三人に向けられた魔竜の絶火を、ファムナームがそのエルフという種族に与えられた全てを込めた氷壁で防御する。


だがその壁の裏にいるのはウルカのみ。



「トカゲェッ!俺はここだァッ!こっちを見ろッ!」

『ギャ◾️◾️◾️ァオォウ◾️アァッッッ』

竜を挑発するイラン。

あの最速の狙撃魔法を成功させる為に、竜を焚きつけウルカへの注意を逸らす。


魔竜はイラン達を舐めている。いつでも灰へと還すことができると思っている。わざと加減し、3人をいたぶっている。あの怒りを発散するように。

故に簡単にその挑発に乗る。



イランの両腕には氷の少女が抱かれている。背から腕を伸ばすことすら厭うほどの集中に彼女は没頭していた。
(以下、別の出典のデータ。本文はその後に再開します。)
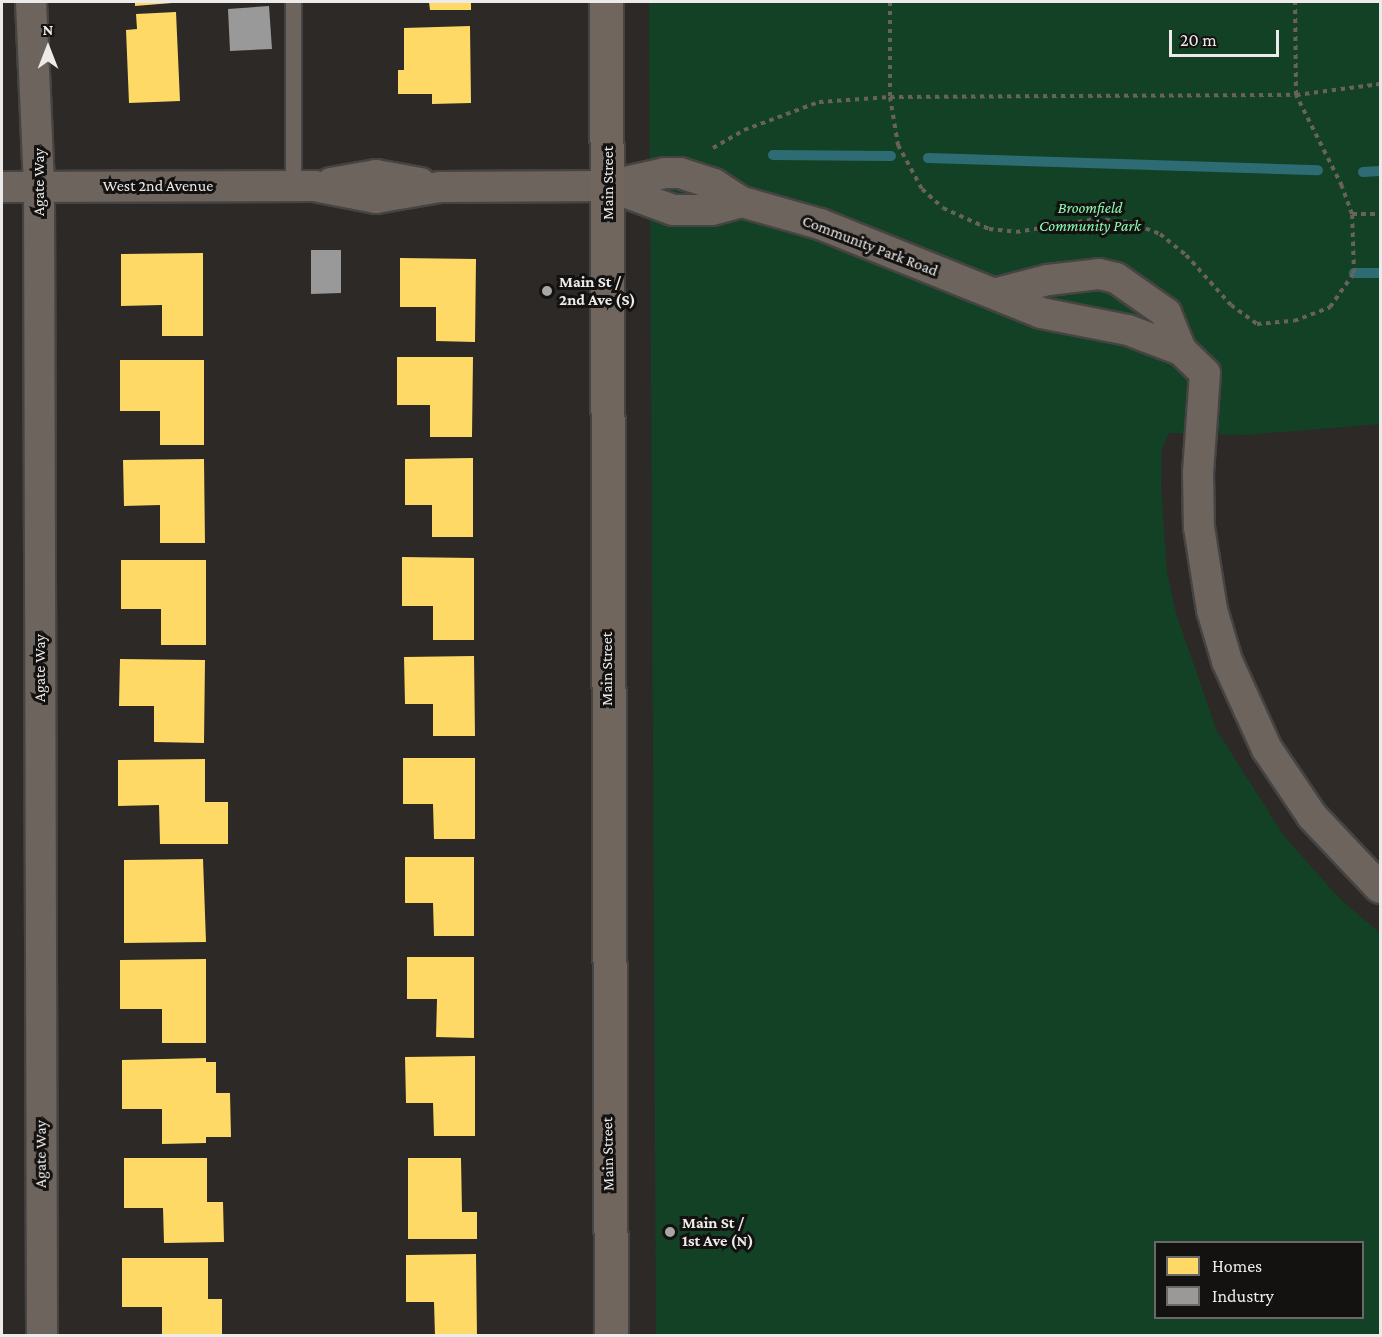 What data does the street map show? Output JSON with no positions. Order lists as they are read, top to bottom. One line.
{"streets":{"main road":["Main Street"],"street":["Agate Way","West 2nd Avenue","Community Park Road"]},"crossings":[["Agate Way","West 2nd Avenue"],["Main Street","West 2nd Avenue"],["Main Street","Community Park Road"],["West 2nd Avenue","Community Park Road"]],"parks":["Broomfield Community Park"],"places":["Main St / 2nd Ave (S)","Main St / 1st Ave (N)"],"legend":["Homes","Industry"],"scale_bar":"20 m","north":"top"}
その為イランは彼女を落とさない様しっかりと前で抱える。

彼女の放つ冷気のおかげで魔竜の熱の影響が少ない。先程より身体がよく動く。



普段であれば、その柔らかい身体、低い身長の割には実った胸部、モチモチの太ももなどに意識を取られてしまいそうが今はそれどころではない。


彼が対峙しているのは『魔炎竜:ザラクフェード』

生半可な意識で相手できる存在ではない。

腕の中で、目を瞑りながら集中している彼女のそれを途切らせないように、竜との距離を維持したまま迫り来る炎を避け続ける。



時間を稼ぐ。

《エレグボルク》の為だけではない。

前に抱えた彼女が秘める、その魔術の為にも。




そんな2人と一体の姿を見据えながら、雷の少女は両手で持つ黒槍へと自分の魔力を込め始める。




**




少し前。竜へ向かう直前。3人は竜を狩るための矛を備えていた。


「ウルカ、槍を3本生成して行く。それで成功させ––––

「一本…ッ!一本でいい…ッ!……その代わり、ありったけ魔力をぶち込んだ頑丈なやつを寄越しなさいッ!」

『一撃で決める。』その強い意志をイランは受け取る。

「……ふっ、やはりお前はいい女だよ」

「……うわき?」

ファムナームの軽口を無視し、すでに生成を終えたその黒槍をウルカへと渡す。

 


「…ッ、いいじゃないこれ…ッ!ウルカ・ソルの記念すべき最初の《エレグ・ボルク》にピッタリよッ!」

「気に入ってもらえて光栄だよ。お嬢さん(レディ)

2人は力強く目を合わせる。

何も言わない。互いに信頼していることをただただその眼差しで表していた。


「……そろそろ行こう。ファムナ、準備いいな?」

「……やってやんぞ」

胸の中で『ふんっふんっ』とやる気を漲らせている。

「それじゃウルカ。強烈なのを期待している」

「任せなさいッ!」


「……うるか」

ファムナは去り際、彼女へと静かに声をかける。

初めてその少女から自分の名を呼ばれたウルカは少し驚いた顔をして尋ね返す。

「……なによ、ファムナーム」

「……レール、左右で流れる魔力の量が不均等。……注意して。」

いつもより口数の多い、珍しい彼女を見てイランは黙ったまま驚ろいてる。

だがすぐに氷の向こうにいる竜へと目を向ける。


去り際に声が聞こえた。

『あと……ファムナでいい』

その声に目を向けた時にはもう、2人は氷壁の向こう側へと駆け出していっていた。




「……はっ!最初からそう言えっての……。失敗した時の言い訳ができなくなったわね」

彼女に言われた言葉を反復し、頭の中でそれを再現をする。

名を呼んでくれた。渾名を許してくれた。きっとそれは友好……そして、仲間として認めてくれた証なのだろう。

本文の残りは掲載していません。